ACTION ITEM>
Please copy the data exactly as it stands, minus the images.
Segment Start: GIVEN MATERIAL
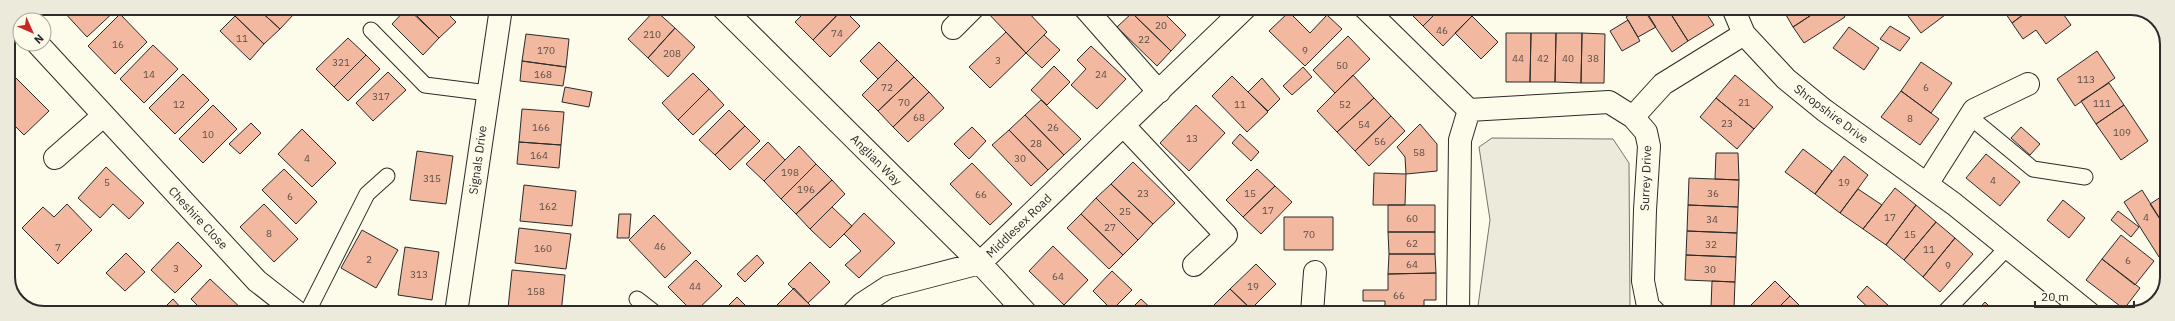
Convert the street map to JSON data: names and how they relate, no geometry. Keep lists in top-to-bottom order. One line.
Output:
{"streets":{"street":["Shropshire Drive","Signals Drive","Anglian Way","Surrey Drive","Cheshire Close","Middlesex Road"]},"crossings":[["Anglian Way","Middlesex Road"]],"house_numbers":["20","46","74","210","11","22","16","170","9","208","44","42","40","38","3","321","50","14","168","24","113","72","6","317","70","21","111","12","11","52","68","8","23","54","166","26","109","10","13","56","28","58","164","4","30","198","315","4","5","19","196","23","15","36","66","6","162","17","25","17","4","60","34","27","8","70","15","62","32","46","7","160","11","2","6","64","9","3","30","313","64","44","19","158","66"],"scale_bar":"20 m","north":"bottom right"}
Segment End: GIVEN MATERIAL
SOLUTION>
Convert the street map to JSON data: names and how they relate, no geometry. Keep lists in top-to-bottom order. One line.
Output:
{"streets":{"street":["Shropshire Drive","Signals Drive","Anglian Way","Surrey Drive","Cheshire Close","Middlesex Road"]},"crossings":[["Anglian Way","Middlesex Road"]],"house_numbers":["20","46","74","210","11","22","16","170","9","208","44","42","40","38","3","321","50","14","168","24","113","72","6","317","70","21","111","12","11","52","68","8","23","54","166","26","109","10","13","56","28","58","164","4","30","198","315","4","5","19","196","23","15","36","66","6","162","17","25","17","4","60","34","27","8","70","15","62","32","46","7","160","11","2","6","64","9","3","30","313","64","44","19","158","66"],"scale_bar":"20 m","north":"bottom right"}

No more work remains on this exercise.